PARALLELS & PERIPHERIES: Practice + Presenceis the fifth iteration of the series focused on how the New York Academy of Art’s BIPOC artistic community (i.e. students, faculty, alumni, and visiting critics) uses their practice and platform to assert their presence within the world while attempting to negotiate issues of race, identity, visibility, and invisibility in a time of social volatility. Moreover, PARALLELS & PERIPHERIES: Practice + Presence intends to use the exhibition as a forum for unpacking the question of what happens when the power dynamics between “center” and “periphery” shift?
A PERIPHERAL VIEW
As a Black artist studying at the New York Academy of Art, I often asked myself “Where do I fit?” And more strongly, “Do I even belong here?” Black artists in predominately white institutions often experience a scarcity of faces like our own.
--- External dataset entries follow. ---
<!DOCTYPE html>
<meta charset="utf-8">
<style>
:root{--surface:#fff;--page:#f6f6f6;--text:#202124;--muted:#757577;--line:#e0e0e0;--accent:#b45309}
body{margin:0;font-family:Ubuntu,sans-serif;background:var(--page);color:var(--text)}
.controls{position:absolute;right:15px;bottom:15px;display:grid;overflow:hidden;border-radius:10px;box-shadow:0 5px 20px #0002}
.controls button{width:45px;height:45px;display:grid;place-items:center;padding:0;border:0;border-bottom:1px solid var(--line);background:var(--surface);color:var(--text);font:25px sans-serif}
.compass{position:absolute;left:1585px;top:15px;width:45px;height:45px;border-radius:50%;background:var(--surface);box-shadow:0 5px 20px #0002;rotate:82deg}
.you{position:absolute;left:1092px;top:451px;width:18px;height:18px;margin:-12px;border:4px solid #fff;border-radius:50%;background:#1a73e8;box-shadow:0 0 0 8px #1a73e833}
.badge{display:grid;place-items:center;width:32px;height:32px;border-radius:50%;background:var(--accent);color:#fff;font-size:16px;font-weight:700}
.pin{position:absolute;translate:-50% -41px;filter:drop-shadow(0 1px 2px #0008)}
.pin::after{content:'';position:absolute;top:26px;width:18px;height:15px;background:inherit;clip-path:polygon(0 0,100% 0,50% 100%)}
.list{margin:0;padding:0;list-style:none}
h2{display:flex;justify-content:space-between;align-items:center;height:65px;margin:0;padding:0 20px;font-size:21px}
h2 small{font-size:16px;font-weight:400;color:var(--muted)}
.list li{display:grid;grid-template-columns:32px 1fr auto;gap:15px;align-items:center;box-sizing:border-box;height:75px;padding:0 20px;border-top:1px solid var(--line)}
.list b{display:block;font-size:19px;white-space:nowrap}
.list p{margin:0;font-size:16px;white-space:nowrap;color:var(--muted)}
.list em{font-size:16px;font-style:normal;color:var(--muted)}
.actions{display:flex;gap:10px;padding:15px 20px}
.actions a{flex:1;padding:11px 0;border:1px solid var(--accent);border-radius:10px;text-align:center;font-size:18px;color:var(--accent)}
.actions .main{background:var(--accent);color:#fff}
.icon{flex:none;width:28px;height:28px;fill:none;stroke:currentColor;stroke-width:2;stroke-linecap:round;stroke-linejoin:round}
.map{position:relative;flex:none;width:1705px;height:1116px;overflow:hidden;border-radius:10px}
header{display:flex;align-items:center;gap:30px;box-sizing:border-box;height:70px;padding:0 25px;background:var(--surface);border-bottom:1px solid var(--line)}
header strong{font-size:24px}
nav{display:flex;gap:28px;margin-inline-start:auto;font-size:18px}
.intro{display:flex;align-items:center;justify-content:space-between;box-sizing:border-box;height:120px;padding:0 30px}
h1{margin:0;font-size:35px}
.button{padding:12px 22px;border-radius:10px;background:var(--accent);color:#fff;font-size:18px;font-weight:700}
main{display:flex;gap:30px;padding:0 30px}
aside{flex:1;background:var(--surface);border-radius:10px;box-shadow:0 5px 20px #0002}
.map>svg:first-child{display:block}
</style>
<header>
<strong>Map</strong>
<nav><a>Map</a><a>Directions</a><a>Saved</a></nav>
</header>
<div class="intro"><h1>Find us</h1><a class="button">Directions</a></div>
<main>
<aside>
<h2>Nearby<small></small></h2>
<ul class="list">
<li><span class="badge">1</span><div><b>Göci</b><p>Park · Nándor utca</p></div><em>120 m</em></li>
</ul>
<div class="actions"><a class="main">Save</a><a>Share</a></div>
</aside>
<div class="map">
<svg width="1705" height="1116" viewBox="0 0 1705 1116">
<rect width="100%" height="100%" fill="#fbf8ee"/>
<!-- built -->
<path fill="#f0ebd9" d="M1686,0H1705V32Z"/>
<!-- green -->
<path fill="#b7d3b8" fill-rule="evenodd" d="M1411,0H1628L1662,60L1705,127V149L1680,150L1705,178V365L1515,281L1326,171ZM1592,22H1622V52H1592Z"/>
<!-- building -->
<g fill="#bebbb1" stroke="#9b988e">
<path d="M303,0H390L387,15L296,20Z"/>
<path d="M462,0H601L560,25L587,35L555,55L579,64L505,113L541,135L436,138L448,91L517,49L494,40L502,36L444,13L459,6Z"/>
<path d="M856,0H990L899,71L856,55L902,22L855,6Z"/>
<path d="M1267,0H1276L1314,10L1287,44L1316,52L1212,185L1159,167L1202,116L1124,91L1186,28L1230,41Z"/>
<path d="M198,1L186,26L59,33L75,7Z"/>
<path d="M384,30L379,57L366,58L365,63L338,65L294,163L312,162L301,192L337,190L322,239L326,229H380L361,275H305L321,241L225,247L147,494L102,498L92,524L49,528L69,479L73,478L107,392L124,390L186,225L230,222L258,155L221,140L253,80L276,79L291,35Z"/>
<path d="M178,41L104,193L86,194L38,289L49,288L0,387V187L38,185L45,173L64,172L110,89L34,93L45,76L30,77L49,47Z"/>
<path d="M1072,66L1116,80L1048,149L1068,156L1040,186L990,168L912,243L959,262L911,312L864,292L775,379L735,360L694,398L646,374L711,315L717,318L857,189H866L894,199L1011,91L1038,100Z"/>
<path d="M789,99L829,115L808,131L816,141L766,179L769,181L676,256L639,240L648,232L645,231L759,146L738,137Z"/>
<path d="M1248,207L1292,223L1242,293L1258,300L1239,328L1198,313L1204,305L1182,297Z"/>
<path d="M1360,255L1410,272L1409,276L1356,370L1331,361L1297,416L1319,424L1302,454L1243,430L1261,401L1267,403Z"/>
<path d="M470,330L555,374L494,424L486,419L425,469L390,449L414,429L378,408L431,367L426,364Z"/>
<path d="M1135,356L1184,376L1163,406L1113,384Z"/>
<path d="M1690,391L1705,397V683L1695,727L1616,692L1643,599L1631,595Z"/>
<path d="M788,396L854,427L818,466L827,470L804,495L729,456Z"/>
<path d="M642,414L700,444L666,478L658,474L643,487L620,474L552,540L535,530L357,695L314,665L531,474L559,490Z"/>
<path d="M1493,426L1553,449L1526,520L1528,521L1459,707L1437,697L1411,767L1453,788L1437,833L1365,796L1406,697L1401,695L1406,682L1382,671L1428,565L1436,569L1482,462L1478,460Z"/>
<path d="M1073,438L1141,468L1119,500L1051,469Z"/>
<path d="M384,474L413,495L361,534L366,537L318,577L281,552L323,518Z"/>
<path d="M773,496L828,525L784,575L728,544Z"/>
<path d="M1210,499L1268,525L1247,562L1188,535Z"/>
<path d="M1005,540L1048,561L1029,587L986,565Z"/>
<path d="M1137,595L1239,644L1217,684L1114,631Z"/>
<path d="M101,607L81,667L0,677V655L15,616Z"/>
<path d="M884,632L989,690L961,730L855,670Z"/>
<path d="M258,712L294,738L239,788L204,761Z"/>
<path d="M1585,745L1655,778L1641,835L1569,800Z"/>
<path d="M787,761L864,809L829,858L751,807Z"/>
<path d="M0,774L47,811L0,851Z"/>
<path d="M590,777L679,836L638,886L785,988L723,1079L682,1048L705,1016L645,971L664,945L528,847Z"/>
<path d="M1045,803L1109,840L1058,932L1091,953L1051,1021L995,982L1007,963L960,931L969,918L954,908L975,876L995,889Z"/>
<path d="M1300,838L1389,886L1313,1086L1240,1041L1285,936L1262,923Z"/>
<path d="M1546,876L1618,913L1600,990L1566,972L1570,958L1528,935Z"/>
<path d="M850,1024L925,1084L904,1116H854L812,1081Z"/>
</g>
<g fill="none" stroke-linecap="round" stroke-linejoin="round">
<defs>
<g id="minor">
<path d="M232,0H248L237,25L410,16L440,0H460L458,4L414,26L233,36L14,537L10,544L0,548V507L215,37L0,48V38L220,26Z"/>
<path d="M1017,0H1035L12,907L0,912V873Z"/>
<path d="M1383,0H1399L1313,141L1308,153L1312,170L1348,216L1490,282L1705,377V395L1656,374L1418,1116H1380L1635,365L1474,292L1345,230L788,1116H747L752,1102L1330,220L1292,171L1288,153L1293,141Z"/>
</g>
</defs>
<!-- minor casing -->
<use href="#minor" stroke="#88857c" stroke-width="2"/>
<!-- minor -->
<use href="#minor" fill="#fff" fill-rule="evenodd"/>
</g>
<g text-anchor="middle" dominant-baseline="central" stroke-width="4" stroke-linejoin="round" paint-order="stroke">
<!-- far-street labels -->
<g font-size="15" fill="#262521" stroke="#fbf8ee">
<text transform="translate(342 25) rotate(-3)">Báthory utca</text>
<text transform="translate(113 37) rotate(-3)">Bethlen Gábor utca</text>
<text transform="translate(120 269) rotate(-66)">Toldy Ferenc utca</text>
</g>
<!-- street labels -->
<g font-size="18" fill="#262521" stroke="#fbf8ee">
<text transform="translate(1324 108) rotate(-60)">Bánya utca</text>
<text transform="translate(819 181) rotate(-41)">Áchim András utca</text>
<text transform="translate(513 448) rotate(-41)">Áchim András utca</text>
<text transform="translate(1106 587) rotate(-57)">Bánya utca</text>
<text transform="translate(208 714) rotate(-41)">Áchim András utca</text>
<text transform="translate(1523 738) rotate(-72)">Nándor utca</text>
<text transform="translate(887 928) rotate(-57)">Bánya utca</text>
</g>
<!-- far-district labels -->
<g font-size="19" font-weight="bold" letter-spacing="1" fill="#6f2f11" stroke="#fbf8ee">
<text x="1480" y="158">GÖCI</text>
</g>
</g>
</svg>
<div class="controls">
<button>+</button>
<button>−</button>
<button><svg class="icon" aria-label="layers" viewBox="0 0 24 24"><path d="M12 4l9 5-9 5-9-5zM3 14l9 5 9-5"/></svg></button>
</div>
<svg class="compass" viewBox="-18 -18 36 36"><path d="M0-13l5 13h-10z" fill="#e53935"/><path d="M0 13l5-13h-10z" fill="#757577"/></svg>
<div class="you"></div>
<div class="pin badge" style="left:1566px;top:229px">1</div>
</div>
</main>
We are also immersed in a history of art that excludes our ancestors from the conversation or curriculum. It can get exhausting, but there comes a time when you have to push back and create space for yourself.
It took some time, but I eventually learned how to own the space I occupied, even though it was not originally created with me in mind. I surrounded myself with things that I found inspirational, I researched Black artists who informed my work, I invited talented Black artists and critics into my studio to talk about my work, and I reached out to like-minded individuals to create a support system that became my art community. Taking ownership of one’s space is essential to navigating a society that has always limited access for people of color. The BIPOC community (Black, Indigenous, and other people of color) boldly does so on a daily basis. We take ownership of our narratives, affirming that we see each other, ourselves, and create space for one another in the midst of unfamiliar and sometimes even hostile territory. We are here and, therefore, we belong.
This exhibition is a celebration of the wonderful, dynamic BIPOC talent that has come through the New York Academy of Art. Each of us has had unique experiences, creates different work, and has diverse stories worth telling and sharing. So now we are telling those stories.